Завернув в библиотеку, в которую спустя всего лишь несколько минут суждено было прийти секретарю за «Теософией», Корки, зная наверняка, в каком шкафу может находиться искомое, в мгновение нашел то, что нужно было ему самому.
Что может быть увлекательней таинственного космоса цифр! Идеальные, безгрешные, точные и всегда одинаковые, они внушали ему восхищение своей логикой и однозначностью.
Лишенный, в отличие от скучного мира людей, понятий несправедливости или благородства, мир цифр представлялся ему единственно достойным изучения. Открыв Пифагора, Корки уже не мог уйти от очарования его философии.
Отвлекшись ненадолго для ужина, он продолжил чтение. В камине потрескивали дрова. Камердинер, с жадностью уничтожив остатки трапезы своего господина, ушел наверх дожидаться его в спальне.
Простых посетителей, торговцев и шотландцев из горских кланов, не допуская в эти комнаты, поили и кормили в трактире, спать же предоставляя в конюшне или сеннике. Ничто не мешало Корки предаться числам в ожидании позднего посетителя.
Незадолго до полуночи в дверь постучали. Вскинув голову, молодой джентльмен спросил:
– Кто там?
– Господин, здесь к вам пришли, – неуверенным голосом глухо ответил из-за дверей хозяин гостиницы.
– Пусть войдет. – Корки убрал руку с эфеса шпаги и снова вытянул ноги к решетке камина.
Дрова почти выгорели, оставив тлеющие угли. Кровавые отблески скакали по стенам, наполнив комнату багровыми всполохами, густо замешанными на угольно-черной тьме, выползающей из углов.
В помещение просочился посетитель. Держа шляпу в руках, молодой человек нерешительно топтался у порога. Длинные волосы сосульками свисали с его лба, глубоко посаженные глаза горели на бледном, без следа пудры, лице. Тонкий нос с горбинкой странно смотрелся в сочетании с неожиданно мягкими и полными, как у юной девицы, губами.

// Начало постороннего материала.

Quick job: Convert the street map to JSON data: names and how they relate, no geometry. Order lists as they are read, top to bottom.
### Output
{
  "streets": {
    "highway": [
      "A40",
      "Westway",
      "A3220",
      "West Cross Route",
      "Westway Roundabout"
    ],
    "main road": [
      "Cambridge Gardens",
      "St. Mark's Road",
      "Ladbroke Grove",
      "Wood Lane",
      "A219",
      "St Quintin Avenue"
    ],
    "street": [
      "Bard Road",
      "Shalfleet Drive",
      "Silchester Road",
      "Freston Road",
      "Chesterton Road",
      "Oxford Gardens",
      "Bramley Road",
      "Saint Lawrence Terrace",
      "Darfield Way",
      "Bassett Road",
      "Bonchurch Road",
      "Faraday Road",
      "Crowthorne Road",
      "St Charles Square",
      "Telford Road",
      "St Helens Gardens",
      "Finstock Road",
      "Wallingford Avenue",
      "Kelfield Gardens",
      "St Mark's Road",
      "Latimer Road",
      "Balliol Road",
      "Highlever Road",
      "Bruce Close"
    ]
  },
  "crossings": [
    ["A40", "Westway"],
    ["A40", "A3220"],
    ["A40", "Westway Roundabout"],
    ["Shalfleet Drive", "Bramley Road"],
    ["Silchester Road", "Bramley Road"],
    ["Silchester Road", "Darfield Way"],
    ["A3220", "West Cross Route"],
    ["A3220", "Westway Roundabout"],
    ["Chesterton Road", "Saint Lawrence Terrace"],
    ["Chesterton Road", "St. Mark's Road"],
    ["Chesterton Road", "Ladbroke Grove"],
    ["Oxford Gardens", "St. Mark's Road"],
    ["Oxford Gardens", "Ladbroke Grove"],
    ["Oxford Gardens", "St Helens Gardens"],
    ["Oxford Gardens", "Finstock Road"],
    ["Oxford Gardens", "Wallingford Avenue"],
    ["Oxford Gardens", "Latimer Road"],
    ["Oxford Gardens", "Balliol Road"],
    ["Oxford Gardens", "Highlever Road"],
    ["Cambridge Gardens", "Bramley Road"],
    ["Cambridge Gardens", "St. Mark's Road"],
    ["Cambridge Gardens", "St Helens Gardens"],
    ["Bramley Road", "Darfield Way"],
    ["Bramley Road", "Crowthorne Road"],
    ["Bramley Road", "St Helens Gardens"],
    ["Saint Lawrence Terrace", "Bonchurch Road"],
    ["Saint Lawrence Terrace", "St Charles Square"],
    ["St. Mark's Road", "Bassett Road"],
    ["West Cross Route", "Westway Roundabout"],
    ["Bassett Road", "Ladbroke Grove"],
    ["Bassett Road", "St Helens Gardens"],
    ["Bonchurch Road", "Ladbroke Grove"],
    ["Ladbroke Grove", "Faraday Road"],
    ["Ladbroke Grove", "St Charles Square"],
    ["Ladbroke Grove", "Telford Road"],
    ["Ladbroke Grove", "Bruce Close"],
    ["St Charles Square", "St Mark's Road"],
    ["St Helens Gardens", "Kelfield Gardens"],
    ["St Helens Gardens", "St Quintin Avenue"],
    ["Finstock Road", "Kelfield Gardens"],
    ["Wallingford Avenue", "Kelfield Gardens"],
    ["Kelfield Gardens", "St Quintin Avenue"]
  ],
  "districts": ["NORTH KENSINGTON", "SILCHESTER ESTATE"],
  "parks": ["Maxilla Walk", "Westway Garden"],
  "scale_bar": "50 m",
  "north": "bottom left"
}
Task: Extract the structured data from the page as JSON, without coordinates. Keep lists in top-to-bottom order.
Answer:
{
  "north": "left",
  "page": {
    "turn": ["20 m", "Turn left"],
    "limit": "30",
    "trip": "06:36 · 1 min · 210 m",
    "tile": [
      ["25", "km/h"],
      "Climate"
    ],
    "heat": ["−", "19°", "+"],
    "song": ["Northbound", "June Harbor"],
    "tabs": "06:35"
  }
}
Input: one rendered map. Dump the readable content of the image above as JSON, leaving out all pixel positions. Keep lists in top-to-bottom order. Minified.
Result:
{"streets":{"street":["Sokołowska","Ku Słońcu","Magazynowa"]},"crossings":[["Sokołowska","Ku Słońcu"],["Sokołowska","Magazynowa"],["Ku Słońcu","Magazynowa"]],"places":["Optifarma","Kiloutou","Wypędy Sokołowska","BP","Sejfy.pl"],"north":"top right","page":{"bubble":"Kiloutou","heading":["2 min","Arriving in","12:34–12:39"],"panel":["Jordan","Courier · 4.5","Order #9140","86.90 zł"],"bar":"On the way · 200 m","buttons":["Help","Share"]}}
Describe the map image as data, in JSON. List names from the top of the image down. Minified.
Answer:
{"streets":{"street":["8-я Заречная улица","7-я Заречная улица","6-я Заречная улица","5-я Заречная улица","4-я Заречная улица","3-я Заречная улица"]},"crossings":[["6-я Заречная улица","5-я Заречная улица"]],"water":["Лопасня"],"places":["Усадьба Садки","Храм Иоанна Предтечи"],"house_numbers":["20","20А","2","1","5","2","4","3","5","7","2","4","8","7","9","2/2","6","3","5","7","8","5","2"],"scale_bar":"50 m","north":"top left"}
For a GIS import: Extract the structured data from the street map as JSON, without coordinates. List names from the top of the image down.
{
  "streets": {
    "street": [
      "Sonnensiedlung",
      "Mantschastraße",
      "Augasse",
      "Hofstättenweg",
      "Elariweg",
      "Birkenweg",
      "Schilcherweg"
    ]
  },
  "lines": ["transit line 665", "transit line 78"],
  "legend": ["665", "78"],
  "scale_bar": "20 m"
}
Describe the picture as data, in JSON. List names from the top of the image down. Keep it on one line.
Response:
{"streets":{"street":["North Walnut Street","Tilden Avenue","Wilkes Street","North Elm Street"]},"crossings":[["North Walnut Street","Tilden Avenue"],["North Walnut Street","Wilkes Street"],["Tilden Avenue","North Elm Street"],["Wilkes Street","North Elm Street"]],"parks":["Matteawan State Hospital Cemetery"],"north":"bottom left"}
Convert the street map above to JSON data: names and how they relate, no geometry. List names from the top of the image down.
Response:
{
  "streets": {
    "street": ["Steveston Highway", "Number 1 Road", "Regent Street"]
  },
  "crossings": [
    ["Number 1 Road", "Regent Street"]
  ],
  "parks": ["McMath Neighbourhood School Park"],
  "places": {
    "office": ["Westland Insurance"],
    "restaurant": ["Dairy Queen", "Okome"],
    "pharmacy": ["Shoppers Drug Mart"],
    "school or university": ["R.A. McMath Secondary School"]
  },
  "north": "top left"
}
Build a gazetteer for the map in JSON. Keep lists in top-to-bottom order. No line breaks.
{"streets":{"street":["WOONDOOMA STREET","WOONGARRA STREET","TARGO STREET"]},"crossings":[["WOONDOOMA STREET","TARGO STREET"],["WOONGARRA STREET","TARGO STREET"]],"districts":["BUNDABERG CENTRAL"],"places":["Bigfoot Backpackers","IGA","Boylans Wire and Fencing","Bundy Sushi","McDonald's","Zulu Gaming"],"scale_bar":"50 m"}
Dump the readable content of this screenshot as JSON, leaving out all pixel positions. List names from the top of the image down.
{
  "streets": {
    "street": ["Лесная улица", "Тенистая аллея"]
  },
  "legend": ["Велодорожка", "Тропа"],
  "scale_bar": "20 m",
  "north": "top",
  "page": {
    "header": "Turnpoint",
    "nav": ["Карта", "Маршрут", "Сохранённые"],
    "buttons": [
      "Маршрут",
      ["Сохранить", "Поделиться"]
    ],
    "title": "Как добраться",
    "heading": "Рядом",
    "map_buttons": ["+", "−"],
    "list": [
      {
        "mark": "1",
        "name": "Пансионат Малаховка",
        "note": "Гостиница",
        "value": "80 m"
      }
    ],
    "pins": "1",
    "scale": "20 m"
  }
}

– С вашего позволения, милорд. – Он стоял у дверей, пока Корки не махнул ему, позволив приблизиться.
– Итак? – скучливо поинтересовался Корки, всем видом показывая, сколь тягостно для истинного джентльмена общество вошедшего.
– Было сложно, ваша милость изволили прибыть без предупреждения… К тому же сейчас сезон большой охоты, вся округа наводнена гостями и их прислугой. Но я справился, – поспешил заверить Корки говорящий. – Все подготовлено.
– Возраст?
– Тринадцать, записано в приходской книге.
– Ее рождение регистрировали в церкви, – зловеще тихим голосом уточнил Корки.
– Это простая служанка из ближайшего поместья, – заикаясь, пояснил гробовщик. – Всех дворовых регистрируют… Но это простолюдинка. Всего лишь грязная маленькая девчонка.
– Имя, – еще более тихим голосом потребовал Корки.
– Ка… Кажется, Анна, – проблеял скорчившийся ответчик.